» **PROBLEM**
The listing below has to be output exactly as given, less its pictures.
───── LISTED ENTRIES ─────
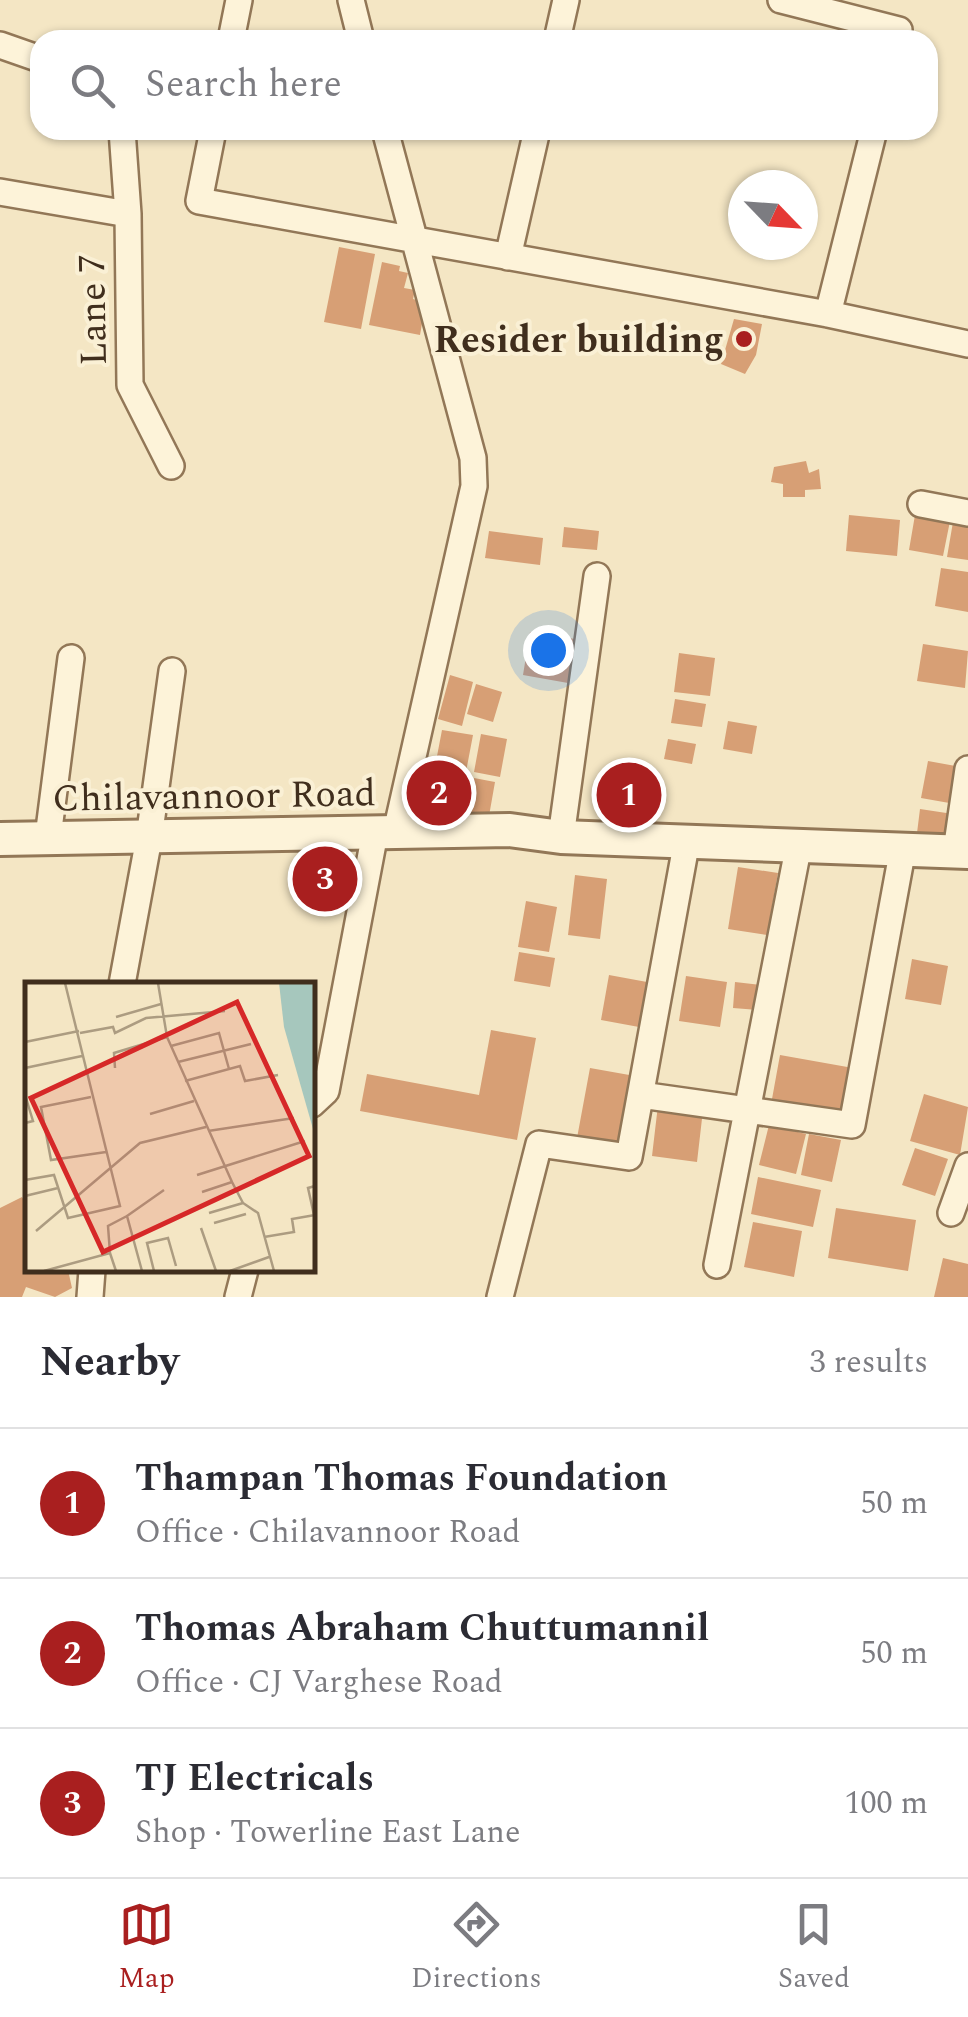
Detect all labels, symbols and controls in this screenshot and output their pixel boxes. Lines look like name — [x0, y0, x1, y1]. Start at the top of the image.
search box — [30, 30, 938, 140]
text: Search here — [145, 56, 342, 114]
icon: search — [65, 58, 120, 113]
north arrow — [728, 170, 818, 260]
street label: Lane 7 — [64, 254, 124, 366]
place label: Resider building — [433, 312, 724, 370]
marker: Resider building — [733, 328, 755, 350]
your location — [523, 625, 574, 676]
pin: 2 — [406, 756, 472, 830]
pin: 1 — [596, 758, 662, 832]
street label: Chilavannoor Road — [52, 765, 376, 829]
pin: 3 — [292, 842, 358, 916]
inset map — [25, 982, 315, 1272]
text: Nearby — [40, 1331, 179, 1394]
text: 3 results — [809, 1338, 928, 1387]
text: Thampan Thomas Foundation — [135, 1450, 668, 1508]
text: 1 — [64, 1479, 81, 1528]
text: 50 m — [860, 1479, 928, 1528]
text: Office · Chilavannoor Road — [135, 1508, 520, 1557]
text: Thomas Abraham Chuttumannil — [135, 1600, 709, 1658]
text: 2 — [64, 1629, 81, 1678]
text: 50 m — [860, 1629, 928, 1678]
text: Office · CJ Varghese Road — [135, 1658, 503, 1707]
text: TJ Electricals — [135, 1750, 374, 1808]
text: 3 — [64, 1779, 81, 1828]
text: 100 m — [844, 1779, 928, 1828]
text: Shop · Towerline East Lane — [135, 1808, 520, 1857]
tab: Map — [118, 1897, 175, 2000]
tab: Directions — [411, 1897, 542, 2000]
tab: Saved — [778, 1897, 850, 2000]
─────
» **EXERCISE OUTPUT**
Detect all labels, symbols and controls in this screenshot and output their pixel boxes. Lines look like name — [x0, y0, x1, y1]. Start at the top of the image.
search box — [30, 30, 938, 140]
text: Search here — [145, 56, 342, 114]
icon: search — [65, 58, 120, 113]
north arrow — [728, 170, 818, 260]
street label: Lane 7 — [64, 254, 124, 366]
place label: Resider building — [433, 312, 724, 370]
marker: Resider building — [733, 328, 755, 350]
your location — [523, 625, 574, 676]
pin: 2 — [406, 756, 472, 830]
pin: 1 — [596, 758, 662, 832]
street label: Chilavannoor Road — [52, 765, 376, 829]
pin: 3 — [292, 842, 358, 916]
inset map — [25, 982, 315, 1272]
text: Nearby — [40, 1331, 179, 1394]
text: 3 results — [809, 1338, 928, 1387]
text: Thampan Thomas Foundation — [135, 1450, 668, 1508]
text: 1 — [64, 1479, 81, 1528]
text: 50 m — [860, 1479, 928, 1528]
text: Office · Chilavannoor Road — [135, 1508, 520, 1557]
text: Thomas Abraham Chuttumannil — [135, 1600, 709, 1658]
text: 2 — [64, 1629, 81, 1678]
text: 50 m — [860, 1629, 928, 1678]
text: Office · CJ Varghese Road — [135, 1658, 503, 1707]
text: TJ Electricals — [135, 1750, 374, 1808]
text: 3 — [64, 1779, 81, 1828]
text: 100 m — [844, 1779, 928, 1828]
text: Shop · Towerline East Lane — [135, 1808, 520, 1857]
tab: Map — [118, 1897, 175, 2000]
tab: Directions — [411, 1897, 542, 2000]
tab: Saved — [778, 1897, 850, 2000]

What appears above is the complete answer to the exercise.